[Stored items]
*** Block opens ***
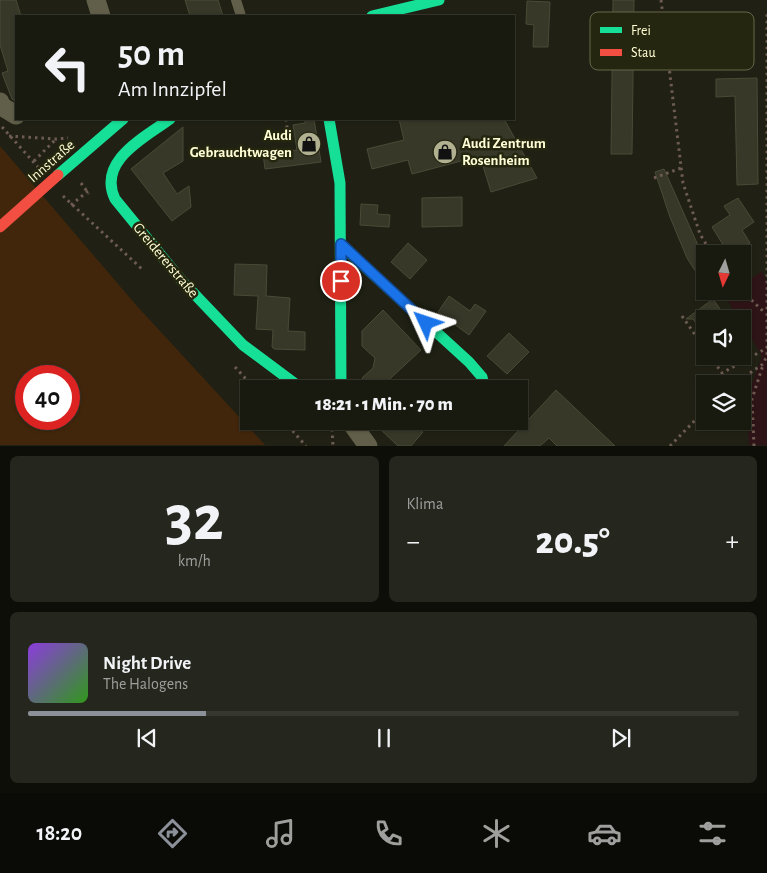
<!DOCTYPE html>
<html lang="de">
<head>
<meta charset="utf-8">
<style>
	body { margin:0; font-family:"Alegreya Sans",sans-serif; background:#25261d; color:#f1f3f6; height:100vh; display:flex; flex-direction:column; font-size:19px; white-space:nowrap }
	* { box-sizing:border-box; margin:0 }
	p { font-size:16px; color:#9fa09e }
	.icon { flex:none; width:28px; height:28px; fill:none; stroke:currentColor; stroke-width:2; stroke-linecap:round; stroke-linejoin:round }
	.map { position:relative; height:446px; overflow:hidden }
	.drawer { display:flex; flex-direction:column; gap:10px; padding:10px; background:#0d0e08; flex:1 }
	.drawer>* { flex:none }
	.guide { position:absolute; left:15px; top:15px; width:500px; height:105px; border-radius:0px; box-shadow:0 1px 4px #0004,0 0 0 1px #36382f; background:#18190f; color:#f1f3f6; overflow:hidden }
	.needle { width:32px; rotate:185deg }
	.fabs { position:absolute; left:696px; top:245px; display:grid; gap:10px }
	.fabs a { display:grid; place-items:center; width:55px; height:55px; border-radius:0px; background:#18190f; box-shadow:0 1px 4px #0004,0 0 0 1px #36382f; font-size:25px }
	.speed { position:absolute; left:15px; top:365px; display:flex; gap:10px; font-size:25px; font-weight:700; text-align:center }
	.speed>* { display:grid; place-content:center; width:65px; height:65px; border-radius:50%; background:#18190f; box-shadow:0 1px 4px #0004,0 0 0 1px #36382f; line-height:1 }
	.speed .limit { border:8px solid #d22; background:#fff; color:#111 }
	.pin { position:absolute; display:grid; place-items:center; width:42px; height:42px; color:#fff; margin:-21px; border:2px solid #fff; border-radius:50%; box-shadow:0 1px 5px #0007 }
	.me { position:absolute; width:55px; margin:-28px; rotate:312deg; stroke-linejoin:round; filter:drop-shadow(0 0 4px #0008) }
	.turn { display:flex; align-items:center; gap:18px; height:105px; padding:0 20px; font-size:22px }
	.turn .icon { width:65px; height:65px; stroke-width:2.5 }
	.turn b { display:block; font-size:35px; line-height:42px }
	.big { font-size:38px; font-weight:800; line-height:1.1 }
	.drawer .tile { flex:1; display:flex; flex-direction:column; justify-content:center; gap:8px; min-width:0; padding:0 18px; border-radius:8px; background:#25261d }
	.drawer .dial { align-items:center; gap:0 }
	.dial b { font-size:65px; line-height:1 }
	.song { display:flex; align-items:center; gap:15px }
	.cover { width:60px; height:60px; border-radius:8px; background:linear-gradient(135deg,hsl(270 70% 55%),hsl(110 70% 35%)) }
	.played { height:5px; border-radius:2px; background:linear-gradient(90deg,#8c9099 25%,#36382f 25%) }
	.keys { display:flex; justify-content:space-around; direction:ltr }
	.heat { display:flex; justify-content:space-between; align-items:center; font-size:28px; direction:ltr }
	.drawer .tiles { flex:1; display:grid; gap:10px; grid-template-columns:1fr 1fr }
	.tile:last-child { grid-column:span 2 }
	.trip { position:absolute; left:240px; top:380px; width:288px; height:50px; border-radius:0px; background:#18190f; box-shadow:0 1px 4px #0004,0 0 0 1px #36382f; font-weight:800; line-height:50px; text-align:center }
	.tabs { display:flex; height:80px; justify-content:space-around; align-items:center; background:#0a0a06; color:#9fa09e }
	.tabs .icon { width:35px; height:35px }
	.tabs .selected { color:#8c9099 }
	.tabs b { font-size:22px; color:#f1f3f6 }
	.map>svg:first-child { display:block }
	.green { fill:#2e1417 }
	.water { fill:#41260b; fill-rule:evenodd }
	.building { fill:#383829; stroke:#4a4a36 }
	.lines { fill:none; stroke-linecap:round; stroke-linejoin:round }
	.path { stroke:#6e5c52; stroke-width:3; stroke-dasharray:2.5 4; stroke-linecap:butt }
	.lane { stroke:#615f49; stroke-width:10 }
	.street { stroke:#615f49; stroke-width:19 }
	.fast { stroke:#16e098; stroke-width:11 }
	.jam-bridge { stroke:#f24e42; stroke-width:11 }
	.route-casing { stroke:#114b97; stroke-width:12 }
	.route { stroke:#1a73e8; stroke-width:9 }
	.labels { text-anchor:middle; stroke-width:5; stroke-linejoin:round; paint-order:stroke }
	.poi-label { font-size:15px; font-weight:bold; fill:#fffed4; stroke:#25260f; text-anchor:end }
	.street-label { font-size:15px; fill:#fffed4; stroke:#25260f }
	.key { fill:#25260f; stroke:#66674a; stroke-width:1 }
	.key-label { font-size:14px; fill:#fffed4 }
</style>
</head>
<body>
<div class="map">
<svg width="767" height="446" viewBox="0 0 767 446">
	<rect width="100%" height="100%" fill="#202114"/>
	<polygon class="green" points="762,271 767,283 767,445 749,445 746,401 762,356 743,324 742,319 739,319 725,296 732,291 742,291 743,284"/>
	<path class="water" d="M 0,146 L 136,305 L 265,445 L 0,445 ZM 26,376 L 69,376 L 69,419 L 26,419 Z"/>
	<g class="building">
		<polygon points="0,0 16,0 21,16 16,16 16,102 12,99 2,73 8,71 0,45"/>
		<polygon points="185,0 218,0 223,16 190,16"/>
		<polygon points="613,0 634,0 632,154 611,154"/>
		<polygon points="527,1 550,2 548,47 533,47 534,25 526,24"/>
		<polygon points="757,78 758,184 737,185 735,96 716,97 716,79"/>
		<polygon points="305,119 314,119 321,162 265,169 263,154 297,150 293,125 305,123"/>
		<polygon points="399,119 504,119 537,178 491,192 480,156 412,174 408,160 372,169 367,149 404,140"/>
		<polygon points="183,127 183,161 163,173 177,194 189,186 191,207 172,221 131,169"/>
		<polygon points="664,169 705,261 705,286 687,258 670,217 655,172"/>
		<polygon points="462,197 462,226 422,227 422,198"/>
		<polygon points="738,198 754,222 742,230 750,243 729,254 712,227 730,215 724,206"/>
		<polygon points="361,204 378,205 377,214 390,215 389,227 360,225"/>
		<polygon points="408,243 427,260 410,279 391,262"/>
		<polygon points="235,264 267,265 266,296 290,298 288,331 305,332 305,350 274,349 272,347 273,330 256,329 258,296 234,295"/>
		<polygon points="449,296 470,311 475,304 486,311 469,335 438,312"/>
		<polygon points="713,299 727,319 705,319 705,335 693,319 686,319"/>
		<polygon points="383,310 421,350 379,389 372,389 362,378 373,368 375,358 362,346 362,331"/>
		<polygon points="509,333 529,352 507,374 487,356"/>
		<polygon points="556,390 615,446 557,446 549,438 540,446 504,446"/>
		<polygon points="385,421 411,421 423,432 411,446 398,446 379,428"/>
	</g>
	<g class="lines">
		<g class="path">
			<polyline points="661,0 683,183 700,234 712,254"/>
			<polyline points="286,119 289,143"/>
			<polyline points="2,127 38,167"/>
			<polyline points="9,136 56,139 68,138"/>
			<polyline points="34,161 56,139"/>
			<polyline points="654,178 681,168"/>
			<polyline points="81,183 89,194"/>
			<polyline points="63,196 143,270"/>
			<polyline points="71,205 88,191"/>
			<polyline points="742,291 765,313"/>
			<polyline points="682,316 705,349"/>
			<polyline points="710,356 722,373 767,348"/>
			<polyline points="235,367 255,389"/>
			<polyline points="734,384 763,364 767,356 767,13"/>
			<polyline points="284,421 306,446"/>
			<polyline points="303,421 332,428"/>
			<polyline points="332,429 333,446"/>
			<polyline points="670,446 705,410"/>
			<polyline points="754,446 752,399 763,365"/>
		</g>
		<polyline class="lane" points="236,0 241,16"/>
		<g class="street">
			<polyline points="96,0 101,16"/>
			<polyline points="0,102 1,106 16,115"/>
			<polyline points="350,421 368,446"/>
		</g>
		<g class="fast">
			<polyline points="372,16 439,0"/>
			<path d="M 170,119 C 144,138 97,161 115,199 L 182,281 L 243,345 L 302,389"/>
			<polyline points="329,119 340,183 341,389"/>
			<polyline points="58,175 123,119"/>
			<polyline points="341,245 469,362 482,377 485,389"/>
		</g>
		<polyline class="jam-bridge" points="0,227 58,175"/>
	</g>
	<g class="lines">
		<g class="route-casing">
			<polyline id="route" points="341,281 341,244 426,323"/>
		</g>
		<use href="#route" class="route"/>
	</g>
	<defs>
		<g id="shop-disc" transform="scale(1.25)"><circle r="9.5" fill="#b1b191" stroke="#25260f"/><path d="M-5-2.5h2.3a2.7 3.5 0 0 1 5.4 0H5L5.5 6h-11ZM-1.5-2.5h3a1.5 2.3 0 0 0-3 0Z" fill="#111"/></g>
	</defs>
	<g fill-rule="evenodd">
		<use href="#shop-disc" x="309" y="144"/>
		<use href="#shop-disc" x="445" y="152"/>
	</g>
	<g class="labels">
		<g class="poi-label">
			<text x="292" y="140">Audi<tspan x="292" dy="17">Gebrauchtwagen</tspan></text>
			<text x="462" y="148" text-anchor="start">Audi Zentrum<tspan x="462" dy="17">Rosenheim</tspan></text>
		</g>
		<g class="street-label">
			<text transform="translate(51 161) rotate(-41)" y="5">Innstraße</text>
			<text transform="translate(166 260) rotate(50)" y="5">Greidererstraße</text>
		</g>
	</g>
	<rect x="590" y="12" width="164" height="58" rx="8" class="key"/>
	<rect x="600" y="27" width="22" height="6" fill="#16e098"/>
	<rect x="600" y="49" width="22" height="7" fill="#f24e42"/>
	<g class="key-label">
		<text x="631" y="35">Frei</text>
		<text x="631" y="57">Stau</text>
	</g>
</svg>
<div class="fabs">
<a><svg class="needle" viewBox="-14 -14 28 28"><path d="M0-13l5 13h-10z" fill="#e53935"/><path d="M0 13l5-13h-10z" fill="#9fa09e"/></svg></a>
<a><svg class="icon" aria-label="sound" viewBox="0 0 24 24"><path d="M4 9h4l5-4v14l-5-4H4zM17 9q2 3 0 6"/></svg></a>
<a><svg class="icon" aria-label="layers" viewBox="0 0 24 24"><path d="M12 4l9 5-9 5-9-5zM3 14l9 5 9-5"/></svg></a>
</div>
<div class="speed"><div class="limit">40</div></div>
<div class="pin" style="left:341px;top:281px;background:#d93025"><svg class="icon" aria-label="arrive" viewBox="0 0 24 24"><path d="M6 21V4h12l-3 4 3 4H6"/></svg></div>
<svg class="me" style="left:426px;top:323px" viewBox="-20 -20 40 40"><path d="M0-17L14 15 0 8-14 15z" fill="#1a73e8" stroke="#fff" stroke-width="4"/></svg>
<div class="trip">18:21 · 1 Min. · 70 m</div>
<div class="guide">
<div class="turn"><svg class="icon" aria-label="left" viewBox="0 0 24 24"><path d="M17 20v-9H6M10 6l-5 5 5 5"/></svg><div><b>50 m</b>Am Innzipfel</div></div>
</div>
</div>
<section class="drawer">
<div class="tiles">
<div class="tile dial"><b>32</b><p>km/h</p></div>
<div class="tile"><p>Klima</p>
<div class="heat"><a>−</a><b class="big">20.5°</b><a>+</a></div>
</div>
<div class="tile">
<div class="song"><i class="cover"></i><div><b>Night Drive</b><p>The Halogens</p></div></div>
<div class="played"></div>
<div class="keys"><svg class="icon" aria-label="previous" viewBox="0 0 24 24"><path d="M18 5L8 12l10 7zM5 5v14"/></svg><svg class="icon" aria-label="pause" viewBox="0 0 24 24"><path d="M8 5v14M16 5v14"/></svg><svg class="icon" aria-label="next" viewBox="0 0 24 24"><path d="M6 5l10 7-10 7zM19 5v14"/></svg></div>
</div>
</div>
</section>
<nav class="tabs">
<b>18:20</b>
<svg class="icon selected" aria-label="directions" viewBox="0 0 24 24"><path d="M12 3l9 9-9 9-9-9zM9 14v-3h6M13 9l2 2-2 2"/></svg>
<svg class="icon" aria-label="music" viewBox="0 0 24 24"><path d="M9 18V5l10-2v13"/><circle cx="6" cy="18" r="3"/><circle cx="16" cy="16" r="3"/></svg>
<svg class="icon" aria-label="phone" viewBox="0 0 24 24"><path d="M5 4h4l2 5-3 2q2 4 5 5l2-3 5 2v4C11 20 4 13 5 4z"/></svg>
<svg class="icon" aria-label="climate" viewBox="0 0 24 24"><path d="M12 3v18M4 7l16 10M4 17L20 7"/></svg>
<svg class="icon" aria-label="car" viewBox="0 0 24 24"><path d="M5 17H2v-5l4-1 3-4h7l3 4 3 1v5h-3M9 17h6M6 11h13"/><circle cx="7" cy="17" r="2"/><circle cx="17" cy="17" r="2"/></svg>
<svg class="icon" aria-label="filters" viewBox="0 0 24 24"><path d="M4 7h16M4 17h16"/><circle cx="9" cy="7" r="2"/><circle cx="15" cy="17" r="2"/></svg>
</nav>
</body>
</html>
*** Block closes ***
[WORK REQUIRED] Lines that contain "none" are to be copied from the records above.

[OUTPUT OF THE EXERCISE]
	.icon { flex:none; width:28px; height:28px; fill:none; stroke:currentColor; stroke-width:2; stroke-linecap:round; stroke-linejoin:round }
	.drawer>* { flex:none }
	.lines { fill:none; stroke-linecap:round; stroke-linejoin:round }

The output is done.